Advertisers on Marin’s management platform grew Q4 spend by 53% YoY on the Yahoo! Bing Network
Kye Mou, Product Marketing Manager, Marin SoftwareEditor’s Note: This is another in a series of posts by members of the Yahoo!-Bing Preferred Partner Program, a group of leading SEM technology experts. Marin Software is a leading provider of online advertising management solutions, offering an integrated platform for managing search, display, mobile, and social marketing. Kye Mou, Product Marketing Manager at Marin Software, discusses Yahoo! Bing Network trends and findings from Marin’s Q4 2012 Research Brief.
Each quarter, Marin Software conducts a study of U.S. trends in paid search and mobile. Our Q4 2012 findings, which are presented in our most recent Research Brief, show online advertising trends over the 2012 holiday season, as well as specific insights into the paid search industry. The data consists of medians and indexed values across our customer base from October through December of 2012.
The study includes insights on the Yahoo! Bing Network, where Marin Software clients saw substantial increases in investment and performance across their paid search campaigns. These trends indicate a growth in search activity during the holiday season, the successful adoption of new ad features, and efficiency gains in optimizing paid search campaigns.
During the holiday season, expected increases in competition and revenue-per-click (RPC) on the Yahoo! Bing Network resulted in advertisers increasing search bids to capture a larger share of revenue. This led to an increase in cost-per-click and spend quarter over quarter (QoQ). As expected, the number of searches also grew in Q4; but, despite the increase in impression volume, Marin users were able to remain efficient by engaging customers with highly relevant ad creative. The utilization of promotional offers and discounts during the holidays, along with targeted keywords, contributed to the increase in click-through rate QoQ.
In analyzing annual trends, our study found a 53% increase in Q4 spend on the Yahoo! Bing Network year over year (YoY) coupled with a 22% increase in cost-per-click. Though we expect incremental growth in spend YoY due to expanding search budgets and increased competition during the holiday season, the pace at which spend is increasing YoY suggests that online advertisers are expanding their campaigns and investing more budget across the Yahoo! Bing Network.
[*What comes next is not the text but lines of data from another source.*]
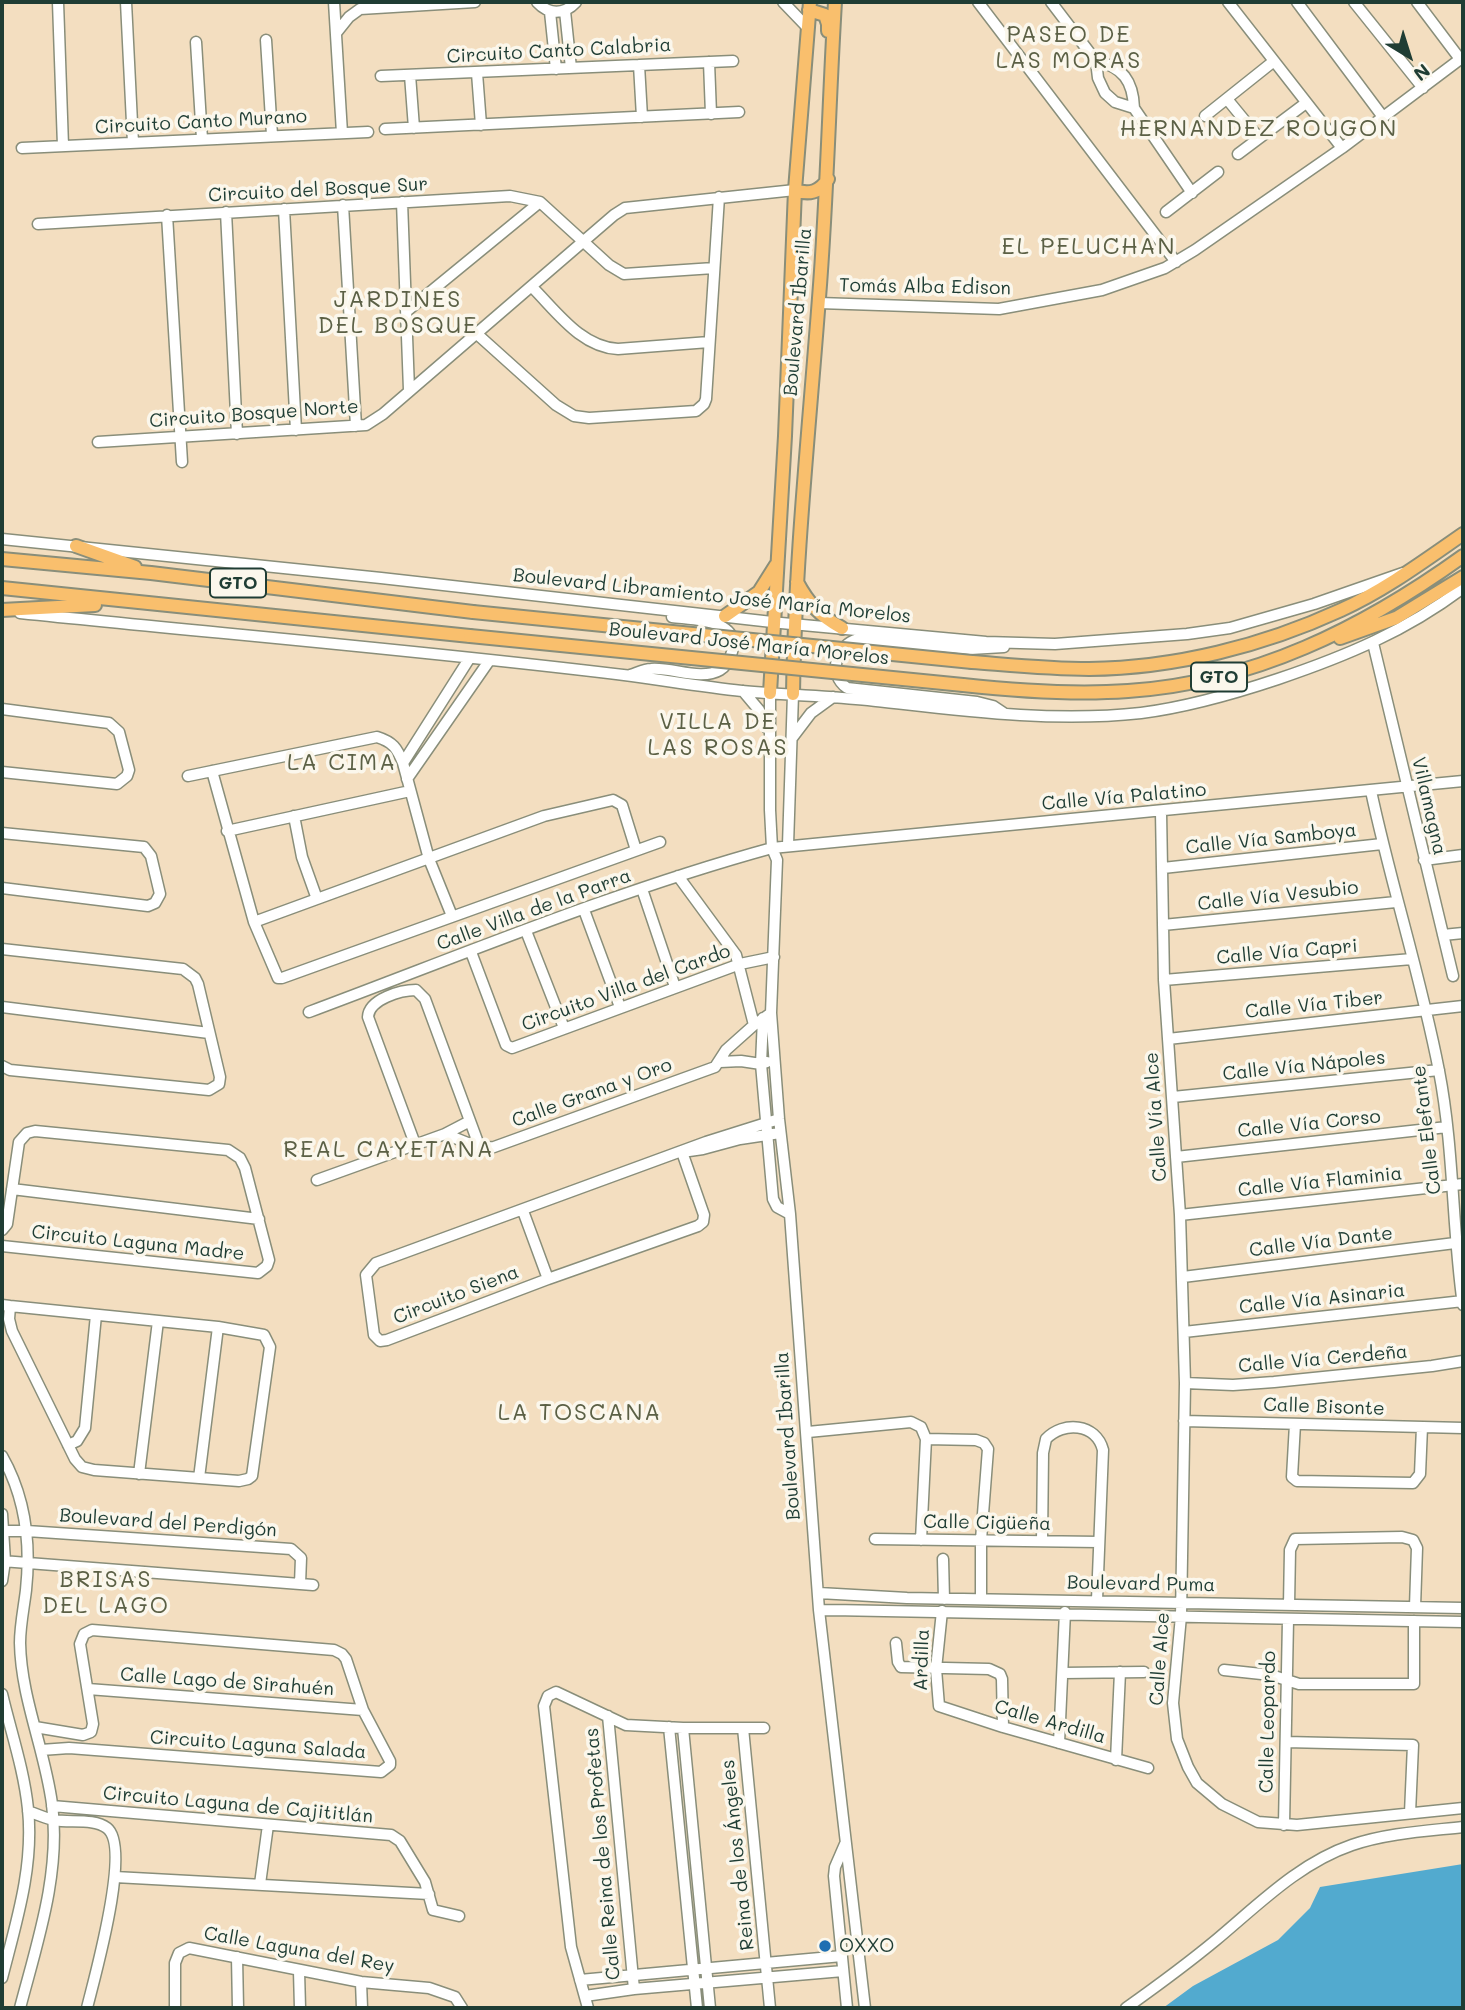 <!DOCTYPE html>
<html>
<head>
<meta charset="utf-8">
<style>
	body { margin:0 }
	#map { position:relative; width:1465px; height:2010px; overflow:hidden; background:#f3dec0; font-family:Mali,sans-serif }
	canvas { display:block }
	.frame { position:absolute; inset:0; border:4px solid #1f3d34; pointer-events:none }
	.north { position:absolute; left:1374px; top:21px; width:70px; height:70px; -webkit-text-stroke:5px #fbf7ec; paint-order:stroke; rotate:142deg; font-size:19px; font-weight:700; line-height:28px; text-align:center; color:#1f3d34 }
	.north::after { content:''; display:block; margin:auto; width:24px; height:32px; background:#1f3d34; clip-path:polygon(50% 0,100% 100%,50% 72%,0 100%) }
</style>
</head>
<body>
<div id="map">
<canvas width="1465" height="2010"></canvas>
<div class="frame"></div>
<div class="north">N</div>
</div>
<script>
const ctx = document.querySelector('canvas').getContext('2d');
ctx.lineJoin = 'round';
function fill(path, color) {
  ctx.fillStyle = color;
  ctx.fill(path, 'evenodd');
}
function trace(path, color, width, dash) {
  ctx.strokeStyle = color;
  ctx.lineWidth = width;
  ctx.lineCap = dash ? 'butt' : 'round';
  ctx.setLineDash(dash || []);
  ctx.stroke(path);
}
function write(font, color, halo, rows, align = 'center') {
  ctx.font = font + ' Mali,sans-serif';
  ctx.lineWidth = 7;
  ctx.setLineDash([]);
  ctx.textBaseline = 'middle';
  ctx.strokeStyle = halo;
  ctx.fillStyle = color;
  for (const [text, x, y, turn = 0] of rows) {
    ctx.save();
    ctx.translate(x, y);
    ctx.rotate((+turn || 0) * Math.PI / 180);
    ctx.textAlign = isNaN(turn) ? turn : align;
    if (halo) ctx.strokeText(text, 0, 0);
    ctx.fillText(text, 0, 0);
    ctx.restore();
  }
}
fill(new Path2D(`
	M 1463,1864 L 1463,2008 L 1163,2008 L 1193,1986 L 1278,1940 L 1310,1908 L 1320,1887 Z`), '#52aacf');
const minor = new Path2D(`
	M 58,2 L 63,146
	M 126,2 L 133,143
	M 334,2 L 342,133
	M 537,2 C 549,15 564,15 576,2
	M 783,2 L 808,28
	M 978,2 L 1176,262
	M 1051,2 L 1096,61 L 1098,78 L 1105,93 L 1115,102 L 1134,108
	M 1228,2 L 1342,148
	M 1297,2 L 1383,117
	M 1354,2 L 1423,88
	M 1417,2 L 1460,59
	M 565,11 L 571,68
	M 550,12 L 556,69
	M 337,32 L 349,17 L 360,9 L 475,2
	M 266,40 L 272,135
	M 196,42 L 202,139
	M 1096,61 C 1123,67 1133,81 1134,108 L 1192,193
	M 709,62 L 711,114
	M 639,65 L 642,117
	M 477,73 L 481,125
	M 410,75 L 414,128
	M 381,76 L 733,61
	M 1227,99 L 1259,138
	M 1205,116 L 1274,61
	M 385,129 L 739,112
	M 22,148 L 368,132
	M 1238,154 L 1306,103
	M 402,202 L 409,390
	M 343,205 L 356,426
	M 284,209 L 296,430
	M 226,212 L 237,434
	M 1166,212 L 1218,172
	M 167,215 L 182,462
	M 38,224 L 510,196 L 540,202 L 609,265 L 624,274 L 714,268
	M 532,287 C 557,312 581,347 618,349 L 709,342
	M 819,303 L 999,309 L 1102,290 L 1165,268 L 1195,250 L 1342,148 L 1463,57
	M 407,311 L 540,202
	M 477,334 L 556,405 L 574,416 L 589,418 L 696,411 L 704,404 L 706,399 L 719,197
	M 98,442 L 366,425 L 383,414 L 614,215 L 625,208 L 795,190
	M 2,539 L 381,578 L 781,623 L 986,642 L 1055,644 L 1187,634 L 1230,628 L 1314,604 L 1403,573
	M 20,613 C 224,634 429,651 632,676 C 669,681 705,687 742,691 C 784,695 826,696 868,700 C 959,710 1050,723 1141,713 C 1188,707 1233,694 1278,679 C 1346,656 1406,631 1463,588
	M 1373,643 L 1453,976
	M 1004,647 L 970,649 L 858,639 C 836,645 827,674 847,688 L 977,702 L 993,706 L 1005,714
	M 630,675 C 637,673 644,669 651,669 C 672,667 701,681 720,670 C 727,666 730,659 732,652 C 741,619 694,620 672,617
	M 743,691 L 759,710 L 767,728
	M 770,693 L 770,810 L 772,848 L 777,860 L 771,1013 L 779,1119 L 790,1214 L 819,1610 L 865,2008
	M 2,709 L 109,723 L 119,732 L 129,770 L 127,776 L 117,784 L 2,772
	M 792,738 L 811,713 L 833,697
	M 403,763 L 469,659
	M 212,771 L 254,922 L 278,978 L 282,978 L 660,842
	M 188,776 L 377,737 C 393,742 397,748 403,763 L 429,859 L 452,916
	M 407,779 L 489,661
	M 1371,791 C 1391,885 1421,977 1439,1071 C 1454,1148 1452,1228 1463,1305
	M 1161,812 L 1164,980 L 1180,1215 L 1185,1383 L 1181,1616 L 1173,1703 L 1177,1739 L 1188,1767 L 1197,1783 L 1222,1804 L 1258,1822 L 1297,1825 L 1463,1808
	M 294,816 L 302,857 L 317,899
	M 227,831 L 410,791
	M 2,833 L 144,847 L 151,856 L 160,894 L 155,903 L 148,906 L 2,888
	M 788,845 L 793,694
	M 1424,860 L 1463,855
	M 1163,868 L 1382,844
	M 678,876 L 736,955 L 754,1025
	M 642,889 L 675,987
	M 584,910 L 620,1007
	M 254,922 L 544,816 L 613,800 L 622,805 L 636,850
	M 1163,925 L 1396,902
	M 526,931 L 564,1028
	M 1443,935 L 1463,933
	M 2,949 L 183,969 L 195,978 L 198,984 L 220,1077 L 219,1084 L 209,1090 L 10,1070 L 2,1066
	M 471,952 L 506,1045 L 512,1048 L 740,964 L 774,957
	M 1164,980 L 1412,959
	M 2,1007 L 209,1033
	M 309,1012 C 462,955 615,891 772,848 L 1463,781
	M 763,1018 L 761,1064 L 773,1199 L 777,1207 L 790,1214
	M 1168,1039 L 1463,1006
	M 720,1062 L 741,1061 L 761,1064 L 767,1062
	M 1173,1097 L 1439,1070
	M 779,1119 L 706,1142 L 376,1263 L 366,1275 L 374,1335 L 380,1341 L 387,1340 L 548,1279 L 698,1226 L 703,1222 L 704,1215 L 682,1152 L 703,1149 L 740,1139 L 780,1133
	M 445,1134 L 470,1121
	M 415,1144 L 368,1017 C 369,999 401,990 416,990 L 425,999 L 480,1148
	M 1176,1157 L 1447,1127
	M 317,1180 L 445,1134 L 480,1148 L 494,1147 L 715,1067 L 726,1050 L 754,1025 L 771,1013
	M 12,1189 L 259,1219
	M 523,1211 L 548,1279
	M 1180,1215 L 1463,1184
	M 2,1230 L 7,1224 L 19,1142 L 27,1133 L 35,1131 L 228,1150 L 240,1158 L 245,1168 L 269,1260 L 267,1266 L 258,1273 L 2,1246
	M 1183,1277 L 1463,1242
	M 2,1305 L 10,1306 L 218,1327 L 264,1335 L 270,1347 L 252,1476 L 248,1479 L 239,1481 L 94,1470 L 82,1467 L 75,1459 L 12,1331 L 9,1319 L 10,1306
	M 1184,1332 L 1463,1301
	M 1185,1383 L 1233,1385 L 1274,1382 L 1432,1366 L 1463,1361
	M 1184,1421 L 1463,1428
	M 1295,1424 L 1292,1477 L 1297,1481 L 1413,1483 L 1420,1474 L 1422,1427
	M 808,1432 L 911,1422 L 921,1427 L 926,1439 L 921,1540
	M 926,1439 L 976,1440 L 984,1443 L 988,1449 L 981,1540 L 981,1599
	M 68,1445 L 77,1441 L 85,1428 L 96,1315
	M 2,1456 C 26,1498 31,1543 26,1590 C 24,1607 20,1625 20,1643 C 21,1698 45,1750 52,1804 C 61,1873 37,1943 20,2008
	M 139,1474 L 158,1321
	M 199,1478 L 218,1327
	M 2,1514 L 5,1561 L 2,1581
	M 2,1531 L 27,1531 L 291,1549 L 301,1558 L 300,1584
	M 875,1539 L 1099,1542
	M 1042,1541 L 1043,1453 L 1046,1439 C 1063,1421 1096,1423 1103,1450 L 1097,1600
	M 943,1559 L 944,1599
	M 2,1561 L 313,1585
	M 819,1593 L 907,1598 L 1463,1608
	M 1289,1605 L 1290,1550 L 1295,1539 L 1402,1537 L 1413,1540 L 1417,1548 L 1415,1607
	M 819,1610 C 1034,1612 1249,1618 1463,1622
	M 942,1611 L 936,1669 L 939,1706 L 1003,1727 L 1148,1768
	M 896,1643 L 898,1662 L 901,1667 L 989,1669 L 1000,1674 L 1002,1679 L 1003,1727
	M 1224,1670 L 1271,1675 L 1299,1684 L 1414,1684 L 1414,1621
	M 1063,1673 L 1144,1672
	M 88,1689 L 363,1710
	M 2,1694 C 11,1732 24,1770 28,1809 C 34,1867 16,1923 2,1978
	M 608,1716 L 634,1989
	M 35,1727 L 83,1735 L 91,1732 L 93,1724 L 80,1644 L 84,1634 L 92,1630 L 334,1650 L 342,1654 L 346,1659 L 363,1710 L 390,1761 L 390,1765 L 381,1772 L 69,1748 L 41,1750
	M 669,1727 L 697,2008
	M 683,1728 L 710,2008
	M 743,1728 L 770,2008
	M 1286,1742 L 1413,1745 L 1410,1813
	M 1059,1743 L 1065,1612
	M 1116,1760 L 1120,1672
	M 52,1806 L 391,1835 L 400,1841 L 425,1882 L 433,1910 L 459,1916
	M 28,1811 C 36,1814 45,1818 54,1820 C 70,1823 94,1818 107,1828 C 132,1847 94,1979 87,2008
	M 1284,1825 L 1288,1620
	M 845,1844 L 835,1867 L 834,1876 L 847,2008
	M 115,1877 L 429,1894
	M 260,1884 L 268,1825
	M 237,1957 L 238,2008
	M 299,1971 L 300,2008
	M 580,1980 L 842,1956
	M 361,1982 L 362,2008
	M 585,1996 L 634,1989 L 843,1971
	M 175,2008 L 175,1963 L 179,1953 L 189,1948 L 361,1982 L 429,1988 L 455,1997 L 462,2008
	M 588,2008 L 571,1947 L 544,1706 L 548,1696 L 556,1692 L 626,1725 L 683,1728 L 764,1728
	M 1126,2008 C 1157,1986 1187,1964 1216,1940 C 1258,1905 1299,1863 1352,1845 C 1387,1833 1427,1831 1463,1827`);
const major = new Path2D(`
	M 809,10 L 825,15 L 828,24 L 828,31
	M 795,190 C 809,195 820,192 828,179
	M 76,546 L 135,567
	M 2,559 L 151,573 L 473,612
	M 797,582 C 808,603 820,616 842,628
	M 2,588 L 470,636
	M 2,610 L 95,605
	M 725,616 L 759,592 L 776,565
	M 1340,638 L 1396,618 L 1463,577
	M 972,662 C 1011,665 1050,669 1089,669 C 1175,668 1263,646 1341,610 C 1385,590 1424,561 1463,534
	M 963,685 C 1018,691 1072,695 1128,691 C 1253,683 1363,628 1463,556
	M 770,693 L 785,436 L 795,190 L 810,2
	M 793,694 C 795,561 809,430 819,298 C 827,199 829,101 835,2`);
trace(minor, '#898e7a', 13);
trace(major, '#898e7a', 16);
trace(minor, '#fff', 10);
trace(major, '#f9bf6d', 12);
const majorBridge = new Path2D(`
	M 473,612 L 972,662
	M 470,636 L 963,685`);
trace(majorBridge, '#898e7a', 16, []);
trace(majorBridge, '#f9bf6d', 12);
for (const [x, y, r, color] of [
	[825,1946,7,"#1f6fb2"]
]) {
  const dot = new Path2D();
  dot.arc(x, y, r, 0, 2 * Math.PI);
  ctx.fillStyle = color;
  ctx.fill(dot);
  trace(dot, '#fbf7ec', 2.5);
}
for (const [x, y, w] of [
	[238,583,56],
	[1219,677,56]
]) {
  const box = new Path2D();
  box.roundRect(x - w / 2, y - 14.5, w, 29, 5);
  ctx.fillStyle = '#fbf7ec';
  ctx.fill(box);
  trace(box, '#1f3d34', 2);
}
write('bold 18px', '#1f3d34', null, [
	["GTO",238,583],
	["GTO",1219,677]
]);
write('19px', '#1f3d34', '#fbf7ec', [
	["Circuito Canto Calabria",559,51,-3],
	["Circuito Canto Murano",201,122,-3],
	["Circuito del Bosque Sur",318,190,-3],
	["Tomás Alba Edison",925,287,1],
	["Boulevard Ibarilla",798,312,-85],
	["Circuito Bosque Norte",254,414,-4],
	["Boulevard Libramiento José María Morelos",712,596,6],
	["Boulevard José María Morelos",749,644,6],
	["Calle Vía Palatino",1124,797,-5],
	["Villamagna",1429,806,77],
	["Calle Vía Samboya",1271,839,-6],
	["Calle Vía Vesubio",1278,896,-6],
	["Calle Villa de la Parra",534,910,-20],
	["Calle Vía Capri",1287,952,-5],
	["Circuito Villa del Cardo",626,988,-20],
	["Calle Vía Tiber",1314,1005,-6],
	["Calle Vía Nápoles",1304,1066,-6],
	["Calle Grana y Oro",592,1093,-20],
	["Calle Vía Alce",1156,1117,-94],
	["Calle Vía Corso",1309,1124,-6],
	["Calle Elefante",1427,1130,-97],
	["Calle Vía Flaminia",1320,1182,-6],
	["Calle Vía Dante",1321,1242,-7],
	["Circuito Laguna Madre",138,1243,6],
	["Circuito Siena",456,1295,-21],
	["Calle Vía Asinaria",1322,1299,-6],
	["Calle Vía Cerdeña",1323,1359,-5],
	["Calle Bisonte",1324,1407,2],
	["Boulevard Ibarilla",788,1436,-94],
	["Boulevard del Perdigón",168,1523,4],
	["Calle Cigüeña",987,1523,1],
	["Boulevard Puma",1141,1584,1],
	["Calle Alce",1160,1659,-86],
	["Ardilla",922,1660,-88],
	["Calle Lago de Sirahuén",227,1682,4],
	["Calle Ardilla",1050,1722,16],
	["Calle Leopardo",1268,1722,-89],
	["Circuito Laguna Salada",258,1745,4],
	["Circuito Laguna de Cajititlán",238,1805,5],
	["Calle Reina de los Profetas",603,1854,-95],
	["Reina de los Ángeles",738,1855,-96],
	["Calle Laguna del Rey",299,1950,10]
]);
write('19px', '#1f3d34', '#fbf7ec', [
	["OXXO",839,1946]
], 'left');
ctx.letterSpacing = '2px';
write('23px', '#5b6045', '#fbf7ec', [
	["PASEO DE",1069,35],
	["LAS MORAS",1069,61],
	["HERNANDEZ ROUGON",1259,129],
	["EL PELUCHAN",1089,247],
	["JARDINES",398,300],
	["DEL BOSQUE",398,326],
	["VILLA DE",718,722],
	["LAS ROSAS",718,748],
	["LA CIMA",342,763],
	["REAL CAYETANA",389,1150],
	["LA TOSCANA",580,1413],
	["BRISAS",106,1580],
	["DEL LAGO",106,1606]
]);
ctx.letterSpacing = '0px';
</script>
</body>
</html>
We expect this trend to carry into 2013 as the Yahoo! Bing Network continues to introduce new features that improve the experience between publisher, advertiser, and user.
In 2012, search marketers advertising on the Yahoo! Bing Network were introduced to improved negative keyword logic and sitelink extensions, among other features. For Marin users, these features provided additional control over their paid search campaigns. The ability to implement a more effective negative keyword strategy enabled search marketers to eliminate unwanted clicks and reach their target audience across the Yahoo! Bing Network; contributing to a 13% increase in click-through rate YoY.
This increase in Q4 performance was further augmented by the ability to assign sitelink extensions to ad creative. These deep links allowed search marketers to include additional messaging and more relevant content during the holiday season, contributing to the increase in clicks and click-through rate YoY.
As more discretionary spend is allocated towards paid search each year, and with the Yahoo! Bing Network continuing to invest in search technology, we expect search marketers to become increasingly confident in their ability to drive more revenue through their campaigns and as a result, allocate more budget toward the Yahoo! Bing Network. Furthermore, the ability to scale campaign management and optimization strategies (e.g. maintaining publisher parity) using an online advertising management solution, will increasingly drive additional spend towards expanding Bing Ads campaigns.
To capitalize on these revenue opportunities in 2013, it will be critical for online marketers to invest in a solution that meets the unique workflow, analytics, and optimization requirements their paid search programs demand.